AVAILABLE DATA>
┌──

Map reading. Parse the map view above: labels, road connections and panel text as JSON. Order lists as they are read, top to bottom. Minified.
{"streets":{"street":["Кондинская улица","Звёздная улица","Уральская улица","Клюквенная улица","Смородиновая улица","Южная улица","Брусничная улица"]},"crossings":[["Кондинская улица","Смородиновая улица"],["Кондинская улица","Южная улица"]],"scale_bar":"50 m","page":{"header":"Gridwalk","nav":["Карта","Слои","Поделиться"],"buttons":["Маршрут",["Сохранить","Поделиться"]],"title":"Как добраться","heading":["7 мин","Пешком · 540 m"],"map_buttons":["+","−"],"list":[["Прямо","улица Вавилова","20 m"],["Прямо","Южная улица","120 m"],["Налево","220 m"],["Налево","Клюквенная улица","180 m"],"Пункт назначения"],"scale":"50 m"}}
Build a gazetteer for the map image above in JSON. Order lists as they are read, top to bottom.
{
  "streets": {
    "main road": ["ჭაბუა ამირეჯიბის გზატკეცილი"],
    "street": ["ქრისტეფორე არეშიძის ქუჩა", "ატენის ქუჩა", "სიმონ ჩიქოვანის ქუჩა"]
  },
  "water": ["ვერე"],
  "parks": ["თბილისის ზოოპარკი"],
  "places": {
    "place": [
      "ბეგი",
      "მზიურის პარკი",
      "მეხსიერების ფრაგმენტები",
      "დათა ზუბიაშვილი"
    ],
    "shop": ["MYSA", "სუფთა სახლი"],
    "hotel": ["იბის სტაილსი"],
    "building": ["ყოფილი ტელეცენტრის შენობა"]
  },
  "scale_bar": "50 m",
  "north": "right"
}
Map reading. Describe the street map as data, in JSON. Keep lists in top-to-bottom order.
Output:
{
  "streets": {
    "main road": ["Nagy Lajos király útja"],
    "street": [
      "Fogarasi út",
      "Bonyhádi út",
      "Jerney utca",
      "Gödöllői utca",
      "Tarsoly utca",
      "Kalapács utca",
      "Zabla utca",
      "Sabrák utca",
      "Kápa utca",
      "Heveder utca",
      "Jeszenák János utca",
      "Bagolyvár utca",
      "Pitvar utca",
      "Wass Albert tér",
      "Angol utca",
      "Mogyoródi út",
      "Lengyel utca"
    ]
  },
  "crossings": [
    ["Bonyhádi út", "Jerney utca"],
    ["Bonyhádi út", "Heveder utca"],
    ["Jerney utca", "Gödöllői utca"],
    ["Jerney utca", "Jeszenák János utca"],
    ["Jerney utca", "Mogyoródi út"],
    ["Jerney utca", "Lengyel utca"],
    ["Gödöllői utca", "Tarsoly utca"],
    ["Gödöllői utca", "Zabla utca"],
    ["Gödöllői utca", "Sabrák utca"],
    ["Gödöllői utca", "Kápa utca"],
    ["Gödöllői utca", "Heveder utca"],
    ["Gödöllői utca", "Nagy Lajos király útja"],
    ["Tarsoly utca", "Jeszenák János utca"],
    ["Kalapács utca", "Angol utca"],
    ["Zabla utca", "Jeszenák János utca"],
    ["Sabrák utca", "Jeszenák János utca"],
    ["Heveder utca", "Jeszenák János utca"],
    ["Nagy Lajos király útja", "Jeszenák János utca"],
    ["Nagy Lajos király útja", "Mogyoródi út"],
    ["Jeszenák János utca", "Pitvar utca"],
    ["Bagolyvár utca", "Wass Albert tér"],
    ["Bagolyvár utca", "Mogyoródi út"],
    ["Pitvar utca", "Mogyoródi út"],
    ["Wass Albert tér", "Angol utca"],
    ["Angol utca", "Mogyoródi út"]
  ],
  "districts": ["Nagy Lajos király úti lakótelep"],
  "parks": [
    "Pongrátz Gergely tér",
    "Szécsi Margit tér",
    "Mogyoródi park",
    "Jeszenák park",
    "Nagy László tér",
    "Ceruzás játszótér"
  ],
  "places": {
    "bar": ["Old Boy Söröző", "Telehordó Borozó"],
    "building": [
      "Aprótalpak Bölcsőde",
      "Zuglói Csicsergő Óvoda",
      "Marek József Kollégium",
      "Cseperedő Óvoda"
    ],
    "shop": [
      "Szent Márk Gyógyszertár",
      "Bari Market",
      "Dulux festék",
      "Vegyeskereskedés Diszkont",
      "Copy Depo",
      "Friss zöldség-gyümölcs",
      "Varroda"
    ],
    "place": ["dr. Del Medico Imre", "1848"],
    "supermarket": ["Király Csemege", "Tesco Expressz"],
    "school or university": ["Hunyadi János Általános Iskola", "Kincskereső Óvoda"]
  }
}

└──

PROBLEM> Repeat the entries above exactly, beginning at their first line and ending with the line that contains "Map reading. Describe", with nothing added.

EXERCISE OUTPUT>
Map reading. Parse the map view above: labels, road connections and panel text as JSON. Order lists as they are read, top to bottom. Minified.
{"streets":{"street":["Кондинская улица","Звёздная улица","Уральская улица","Клюквенная улица","Смородиновая улица","Южная улица","Брусничная улица"]},"crossings":[["Кондинская улица","Смородиновая улица"],["Кондинская улица","Южная улица"]],"scale_bar":"50 m","page":{"header":"Gridwalk","nav":["Карта","Слои","Поделиться"],"buttons":["Маршрут",["Сохранить","Поделиться"]],"title":"Как добраться","heading":["7 мин","Пешком · 540 m"],"map_buttons":["+","−"],"list":[["Прямо","улица Вавилова","20 m"],["Прямо","Южная улица","120 m"],["Налево","220 m"],["Налево","Клюквенная улица","180 m"],"Пункт назначения"],"scale":"50 m"}}
Build a gazetteer for the map image above in JSON. Order lists as they are read, top to bottom.
{
  "streets": {
    "main road": ["ჭაბუა ამირეჯიბის გზატკეცილი"],
    "street": ["ქრისტეფორე არეშიძის ქუჩა", "ატენის ქუჩა", "სიმონ ჩიქოვანის ქუჩა"]
  },
  "water": ["ვერე"],
  "parks": ["თბილისის ზოოპარკი"],
  "places": {
    "place": [
      "ბეგი",
      "მზიურის პარკი",
      "მეხსიერების ფრაგმენტები",
      "დათა ზუბიაშვილი"
    ],
    "shop": ["MYSA", "სუფთა სახლი"],
    "hotel": ["იბის სტაილსი"],
    "building": ["ყოფილი ტელეცენტრის შენობა"]
  },
  "scale_bar": "50 m",
  "north": "right"
}
Map reading. Describe the street map as data, in JSON. Keep lists in top-to-bottom order.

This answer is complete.